The politics of death
Despite appearing as a universal biological event, death is and has never been neutral. Instead, it is deeply entwined with issues of (in)equality, access, and power dynamics. In today’s world, death is perhaps more politicized as it ever was before. Wars, environmental crises, global migration patterns, and failing states bring death close to our homes. At the same time, technological, digital, and medical advancements alter our approaches to dealing with, thinking about, researching, and working with death. Such developments are equally inherently political, both in their origins and their applications.
As practitioners and scholars, how do we navigate the political dimensions of death? How does the political shape our engagement with death? And how can we reflect on and potentially change our own positions within this political landscape?

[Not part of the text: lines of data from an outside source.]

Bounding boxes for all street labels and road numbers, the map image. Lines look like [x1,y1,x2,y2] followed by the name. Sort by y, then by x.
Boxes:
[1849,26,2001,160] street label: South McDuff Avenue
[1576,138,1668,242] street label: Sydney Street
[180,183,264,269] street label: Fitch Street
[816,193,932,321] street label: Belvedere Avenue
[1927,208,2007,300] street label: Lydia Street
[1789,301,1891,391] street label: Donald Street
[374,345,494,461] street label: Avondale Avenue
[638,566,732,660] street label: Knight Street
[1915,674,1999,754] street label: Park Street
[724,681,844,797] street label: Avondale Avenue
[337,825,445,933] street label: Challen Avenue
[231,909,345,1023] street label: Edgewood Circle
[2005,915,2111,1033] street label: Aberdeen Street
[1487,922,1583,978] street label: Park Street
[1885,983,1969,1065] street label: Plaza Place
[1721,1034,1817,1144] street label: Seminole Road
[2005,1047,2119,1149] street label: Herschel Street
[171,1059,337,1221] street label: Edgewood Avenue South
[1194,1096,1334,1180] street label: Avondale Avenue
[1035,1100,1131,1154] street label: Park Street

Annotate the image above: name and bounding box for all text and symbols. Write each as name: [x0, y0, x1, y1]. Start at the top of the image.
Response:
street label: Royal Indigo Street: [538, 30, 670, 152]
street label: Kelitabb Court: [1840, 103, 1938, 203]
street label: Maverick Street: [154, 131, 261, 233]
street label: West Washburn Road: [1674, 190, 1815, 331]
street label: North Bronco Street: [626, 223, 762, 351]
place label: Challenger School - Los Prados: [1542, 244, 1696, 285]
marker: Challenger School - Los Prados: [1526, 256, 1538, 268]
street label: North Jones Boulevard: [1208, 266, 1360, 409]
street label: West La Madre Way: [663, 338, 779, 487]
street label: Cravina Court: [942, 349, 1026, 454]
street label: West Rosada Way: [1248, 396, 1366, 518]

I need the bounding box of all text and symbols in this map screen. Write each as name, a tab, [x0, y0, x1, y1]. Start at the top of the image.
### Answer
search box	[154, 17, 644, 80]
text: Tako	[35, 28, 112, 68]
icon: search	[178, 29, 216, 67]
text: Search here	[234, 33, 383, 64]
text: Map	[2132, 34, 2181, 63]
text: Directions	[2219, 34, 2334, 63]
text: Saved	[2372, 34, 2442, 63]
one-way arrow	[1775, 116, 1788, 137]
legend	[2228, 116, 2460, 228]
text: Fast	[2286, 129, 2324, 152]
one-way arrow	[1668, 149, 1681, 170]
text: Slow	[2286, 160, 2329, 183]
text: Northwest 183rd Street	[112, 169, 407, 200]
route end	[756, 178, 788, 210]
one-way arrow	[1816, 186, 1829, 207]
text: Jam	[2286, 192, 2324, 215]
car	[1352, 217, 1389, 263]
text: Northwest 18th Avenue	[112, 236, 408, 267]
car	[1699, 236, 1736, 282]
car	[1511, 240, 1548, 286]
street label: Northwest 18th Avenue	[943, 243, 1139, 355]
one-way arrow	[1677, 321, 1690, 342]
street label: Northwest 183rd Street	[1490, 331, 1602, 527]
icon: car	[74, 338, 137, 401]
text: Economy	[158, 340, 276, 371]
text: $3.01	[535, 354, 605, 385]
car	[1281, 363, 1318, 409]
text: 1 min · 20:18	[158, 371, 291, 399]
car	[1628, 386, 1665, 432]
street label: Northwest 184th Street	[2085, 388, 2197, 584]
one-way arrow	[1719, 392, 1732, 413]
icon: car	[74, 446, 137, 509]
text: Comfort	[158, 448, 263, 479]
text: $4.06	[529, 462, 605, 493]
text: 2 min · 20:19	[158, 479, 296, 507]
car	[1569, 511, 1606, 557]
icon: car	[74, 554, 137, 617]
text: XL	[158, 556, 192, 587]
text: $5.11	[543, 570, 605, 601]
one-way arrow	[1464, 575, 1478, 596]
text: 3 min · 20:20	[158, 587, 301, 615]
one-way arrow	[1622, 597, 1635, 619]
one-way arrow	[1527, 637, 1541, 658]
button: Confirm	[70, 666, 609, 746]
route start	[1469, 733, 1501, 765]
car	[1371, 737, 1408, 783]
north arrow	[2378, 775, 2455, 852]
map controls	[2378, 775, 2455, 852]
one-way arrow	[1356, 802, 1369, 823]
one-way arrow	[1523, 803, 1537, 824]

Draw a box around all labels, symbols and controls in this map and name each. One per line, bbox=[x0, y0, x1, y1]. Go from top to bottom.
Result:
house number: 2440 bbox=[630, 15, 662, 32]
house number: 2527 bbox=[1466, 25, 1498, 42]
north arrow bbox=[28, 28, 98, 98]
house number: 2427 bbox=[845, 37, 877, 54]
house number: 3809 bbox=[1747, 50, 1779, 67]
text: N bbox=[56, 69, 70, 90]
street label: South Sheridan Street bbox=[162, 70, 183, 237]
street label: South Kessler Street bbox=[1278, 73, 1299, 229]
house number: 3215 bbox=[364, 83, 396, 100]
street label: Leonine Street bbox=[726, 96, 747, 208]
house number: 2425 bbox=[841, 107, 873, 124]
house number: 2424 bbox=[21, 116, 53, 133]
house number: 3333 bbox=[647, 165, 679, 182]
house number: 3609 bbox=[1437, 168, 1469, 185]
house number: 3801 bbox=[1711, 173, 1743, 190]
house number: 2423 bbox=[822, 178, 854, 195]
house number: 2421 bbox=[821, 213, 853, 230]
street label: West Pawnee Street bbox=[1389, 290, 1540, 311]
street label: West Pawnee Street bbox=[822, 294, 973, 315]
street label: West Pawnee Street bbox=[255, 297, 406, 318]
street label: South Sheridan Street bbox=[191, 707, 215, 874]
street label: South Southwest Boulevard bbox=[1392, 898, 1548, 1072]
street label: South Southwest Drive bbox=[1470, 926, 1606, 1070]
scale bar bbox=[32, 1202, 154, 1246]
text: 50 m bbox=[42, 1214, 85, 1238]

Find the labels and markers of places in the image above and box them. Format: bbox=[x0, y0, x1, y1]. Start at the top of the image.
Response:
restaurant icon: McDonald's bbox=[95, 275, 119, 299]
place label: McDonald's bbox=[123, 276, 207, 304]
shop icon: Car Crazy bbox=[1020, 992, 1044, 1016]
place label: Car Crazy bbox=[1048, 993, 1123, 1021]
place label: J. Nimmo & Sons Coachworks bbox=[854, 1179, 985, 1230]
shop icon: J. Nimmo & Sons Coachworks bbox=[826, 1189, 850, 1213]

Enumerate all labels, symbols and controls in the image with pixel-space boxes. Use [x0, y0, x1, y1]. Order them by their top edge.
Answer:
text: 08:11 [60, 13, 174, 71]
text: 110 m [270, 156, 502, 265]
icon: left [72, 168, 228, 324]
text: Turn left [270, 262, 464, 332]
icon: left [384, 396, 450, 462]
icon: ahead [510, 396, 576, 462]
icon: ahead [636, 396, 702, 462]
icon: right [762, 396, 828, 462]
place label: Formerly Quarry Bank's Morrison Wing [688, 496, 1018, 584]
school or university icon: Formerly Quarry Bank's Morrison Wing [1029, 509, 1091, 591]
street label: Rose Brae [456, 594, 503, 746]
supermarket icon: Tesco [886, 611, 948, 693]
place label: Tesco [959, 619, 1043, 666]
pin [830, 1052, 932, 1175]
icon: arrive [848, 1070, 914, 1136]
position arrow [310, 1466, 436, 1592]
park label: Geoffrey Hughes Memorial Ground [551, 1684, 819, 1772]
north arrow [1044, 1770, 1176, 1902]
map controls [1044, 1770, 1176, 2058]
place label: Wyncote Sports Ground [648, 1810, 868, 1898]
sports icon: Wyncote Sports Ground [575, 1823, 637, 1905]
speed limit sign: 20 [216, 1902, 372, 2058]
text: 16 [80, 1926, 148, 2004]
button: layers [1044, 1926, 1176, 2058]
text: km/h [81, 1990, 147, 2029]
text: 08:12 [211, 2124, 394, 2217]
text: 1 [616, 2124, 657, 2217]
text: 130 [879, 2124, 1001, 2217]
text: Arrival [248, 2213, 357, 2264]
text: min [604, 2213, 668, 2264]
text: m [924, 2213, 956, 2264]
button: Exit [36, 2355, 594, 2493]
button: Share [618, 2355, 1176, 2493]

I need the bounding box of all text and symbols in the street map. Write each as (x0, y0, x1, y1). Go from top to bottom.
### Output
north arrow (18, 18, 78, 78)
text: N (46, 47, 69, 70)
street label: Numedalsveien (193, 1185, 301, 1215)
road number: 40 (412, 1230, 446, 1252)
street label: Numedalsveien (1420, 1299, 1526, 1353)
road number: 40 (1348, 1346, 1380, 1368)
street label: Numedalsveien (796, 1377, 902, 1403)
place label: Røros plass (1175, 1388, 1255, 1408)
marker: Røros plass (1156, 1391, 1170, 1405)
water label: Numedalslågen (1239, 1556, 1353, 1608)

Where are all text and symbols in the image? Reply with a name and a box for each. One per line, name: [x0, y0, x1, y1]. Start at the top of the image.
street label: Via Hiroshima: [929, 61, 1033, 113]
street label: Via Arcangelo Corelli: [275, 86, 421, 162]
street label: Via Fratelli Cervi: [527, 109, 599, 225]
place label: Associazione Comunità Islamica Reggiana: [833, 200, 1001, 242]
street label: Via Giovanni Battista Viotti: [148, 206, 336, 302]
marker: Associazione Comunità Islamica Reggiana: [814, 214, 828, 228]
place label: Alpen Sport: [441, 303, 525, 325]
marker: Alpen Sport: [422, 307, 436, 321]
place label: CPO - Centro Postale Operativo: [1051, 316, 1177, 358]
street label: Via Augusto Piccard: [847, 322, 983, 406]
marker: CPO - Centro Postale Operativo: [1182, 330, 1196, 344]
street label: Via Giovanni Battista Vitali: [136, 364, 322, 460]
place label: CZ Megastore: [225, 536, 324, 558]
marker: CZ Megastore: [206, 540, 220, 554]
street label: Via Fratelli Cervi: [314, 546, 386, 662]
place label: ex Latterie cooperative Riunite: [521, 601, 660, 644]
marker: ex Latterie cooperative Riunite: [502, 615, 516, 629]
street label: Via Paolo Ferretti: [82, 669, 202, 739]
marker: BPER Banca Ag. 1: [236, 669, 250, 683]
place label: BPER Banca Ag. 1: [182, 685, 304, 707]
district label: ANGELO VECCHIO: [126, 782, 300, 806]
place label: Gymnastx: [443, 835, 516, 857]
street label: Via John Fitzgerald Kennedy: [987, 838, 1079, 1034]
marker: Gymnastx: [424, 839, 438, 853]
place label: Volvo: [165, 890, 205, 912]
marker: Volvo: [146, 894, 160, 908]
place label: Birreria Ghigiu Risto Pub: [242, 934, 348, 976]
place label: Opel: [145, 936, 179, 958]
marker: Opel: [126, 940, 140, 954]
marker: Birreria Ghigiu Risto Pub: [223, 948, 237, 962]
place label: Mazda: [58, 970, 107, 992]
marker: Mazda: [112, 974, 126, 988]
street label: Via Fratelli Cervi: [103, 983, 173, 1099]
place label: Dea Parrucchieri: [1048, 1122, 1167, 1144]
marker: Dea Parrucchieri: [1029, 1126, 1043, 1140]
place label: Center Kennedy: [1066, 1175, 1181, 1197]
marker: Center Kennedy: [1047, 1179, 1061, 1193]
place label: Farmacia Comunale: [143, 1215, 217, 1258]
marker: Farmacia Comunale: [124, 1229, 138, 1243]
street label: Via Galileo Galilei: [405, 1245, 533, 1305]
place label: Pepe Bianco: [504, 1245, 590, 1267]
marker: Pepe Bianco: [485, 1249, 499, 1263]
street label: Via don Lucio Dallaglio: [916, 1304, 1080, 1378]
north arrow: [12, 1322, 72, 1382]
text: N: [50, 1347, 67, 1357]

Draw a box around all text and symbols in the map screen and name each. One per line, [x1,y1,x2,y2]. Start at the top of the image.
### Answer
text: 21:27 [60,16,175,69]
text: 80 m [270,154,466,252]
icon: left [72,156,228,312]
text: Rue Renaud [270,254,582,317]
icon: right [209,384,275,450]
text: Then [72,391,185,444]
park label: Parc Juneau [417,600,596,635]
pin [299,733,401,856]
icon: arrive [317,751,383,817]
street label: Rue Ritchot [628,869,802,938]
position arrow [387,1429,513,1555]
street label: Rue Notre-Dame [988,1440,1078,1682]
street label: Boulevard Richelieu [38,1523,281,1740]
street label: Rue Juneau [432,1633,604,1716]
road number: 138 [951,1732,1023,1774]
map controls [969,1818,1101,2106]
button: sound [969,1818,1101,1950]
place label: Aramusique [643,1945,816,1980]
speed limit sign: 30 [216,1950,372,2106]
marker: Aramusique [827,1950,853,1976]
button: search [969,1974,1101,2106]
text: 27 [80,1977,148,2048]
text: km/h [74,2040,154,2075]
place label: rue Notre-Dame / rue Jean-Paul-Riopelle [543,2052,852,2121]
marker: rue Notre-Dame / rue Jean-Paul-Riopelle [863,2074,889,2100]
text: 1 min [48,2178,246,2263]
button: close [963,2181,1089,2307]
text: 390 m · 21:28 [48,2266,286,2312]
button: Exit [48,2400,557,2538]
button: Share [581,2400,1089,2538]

Death is political and performs the political. This is evident not only in death itself, but also in the dead (who can become political actors), their bodies, the process of dying (which is, amongst others, infrastructurally related to political discourse and inequalities), and bereavement (which can also become a political act). The political aspects of this theme extend beyond national or international political institutions (such as governments, state actors, multinational corporations, or political or religious alliances) to encompass everybody and everything that has to do with (the exercise of) power and moralities, e.g., families, kin, neighbourhoods, friendship networks.
We invite scholars and practitioners to consider this theme along the following lines:
Death becomes visible in policies, structures, and infrastructures. While seemingly (and/or wishing to be) neutral, (infra)structures often lead to exclusion and unequal access to end-of-life care. Hence, death, mortality, and the management of life-ending circumstances intersect with political agendas, policies, and decision-making processes. This makes us question:
How does death become visible and/or materialized in graveyards, cemeteries, crematoria, funeral homes, repatriation services, and other death-related facilities?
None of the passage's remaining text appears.